1.2 Bij dagvaardingen van 12 en 13 april 2007 heeft [eiser] het Mondriaan College respectievelijk Klimmuur gedagvaard voor de rechtbank te Haarlem. Hij heeft gevorderd dat voor recht wordt verklaard dat zij hoofdelijk aansprakelijk zijn voor de door hem geleden en nog te lijden schade als gevolg van het ongeval op 20 april 2005 en dat zij worden veroordeeld tot vergoeding van alle door hem geleden en nog te lijden schade, op te maken bij staat en te vereffenen volgens de wet.

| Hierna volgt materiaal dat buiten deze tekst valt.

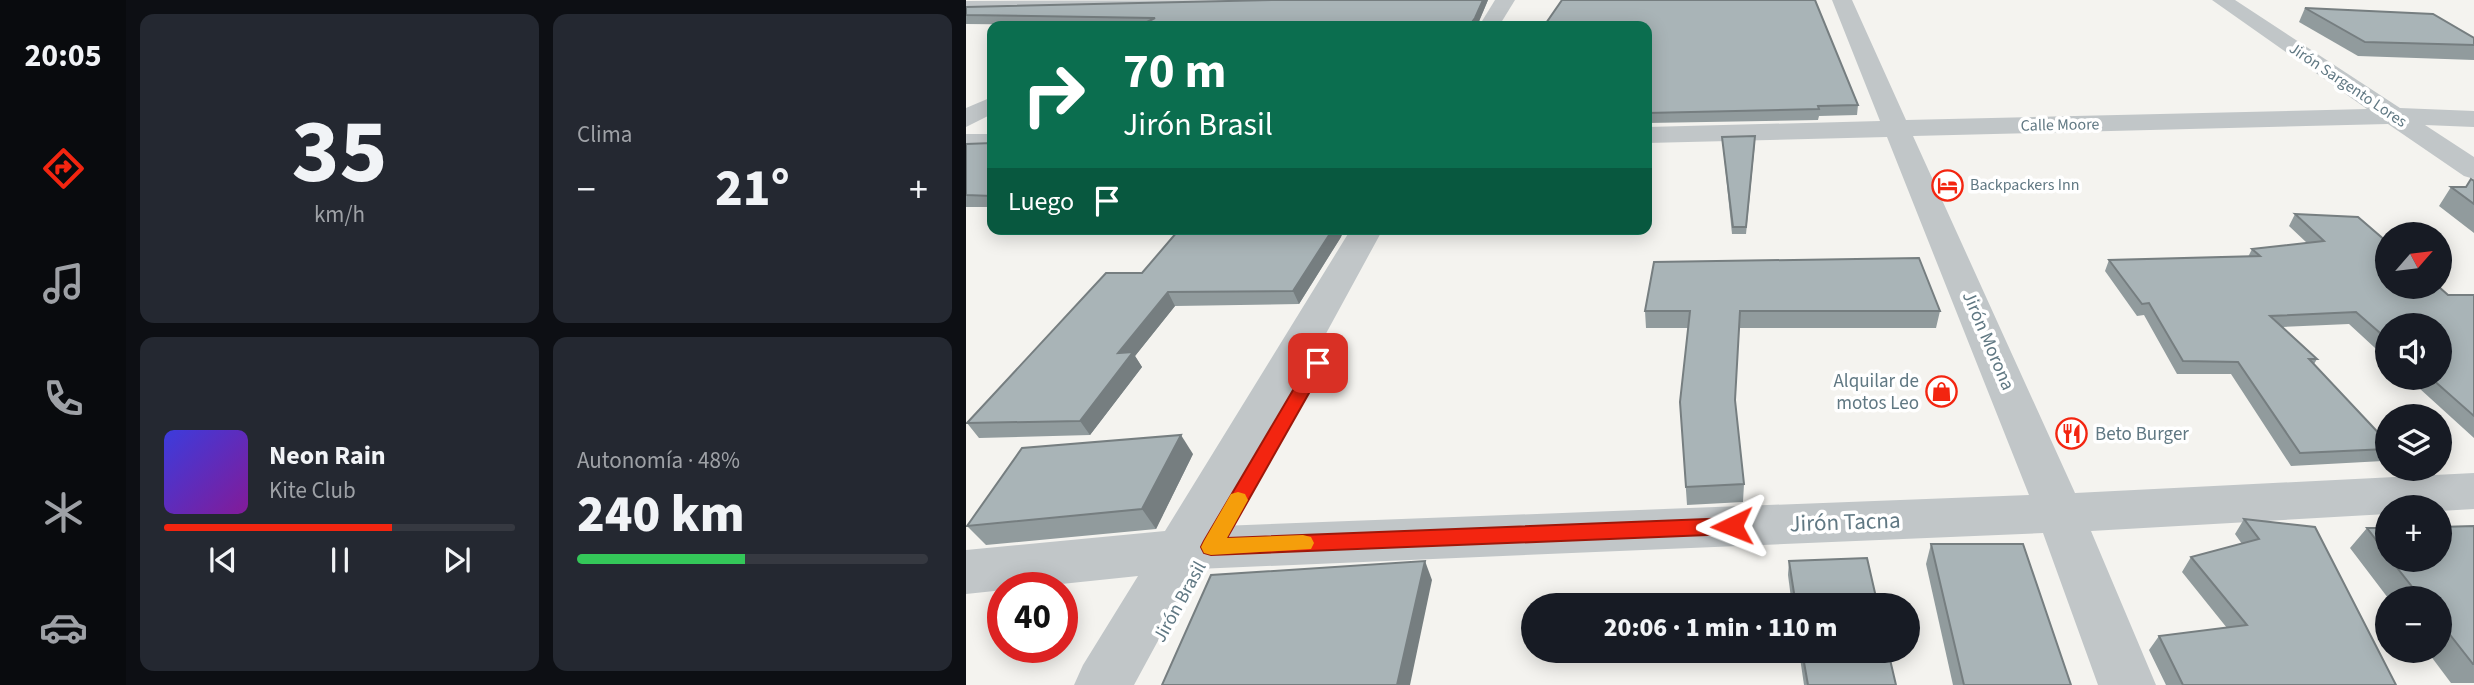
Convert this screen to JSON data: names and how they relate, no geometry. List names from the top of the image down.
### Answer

Verder heeft [eiser] een voorschot op de schadevergoeding gevorderd van € 50.000,-. Aan zijn vordering jegens Klimmuur heeft [eiser] ten grondslag gelegd dat Klimmuur onzorgvuldig, en daarmee onrechtmatig jegens hem heeft gehandeld door (i) geen, althans onvoldoende toezicht te houden, (ii) het klimmen op de overhangmuur niet te verbieden, (iii) niet waar te nemen dat hij de verkeerde karabiner los maakte, (iv) een niet aanbevolen twistlockkarabiner te gebruiken en (v) geen matten te plaatsen. Voor zijn vordering jegens het Mondriaan College heeft [eiser] aangevoerd dat de school primair tekort is geschoten in de nakoming van de overeenkomst met hem, subsidiair aansprakelijk is op grond van het bepaalde in art. 6:171 BW en meer subsidiair zijn zorgplicht jegens [eiser] heeft geschonden.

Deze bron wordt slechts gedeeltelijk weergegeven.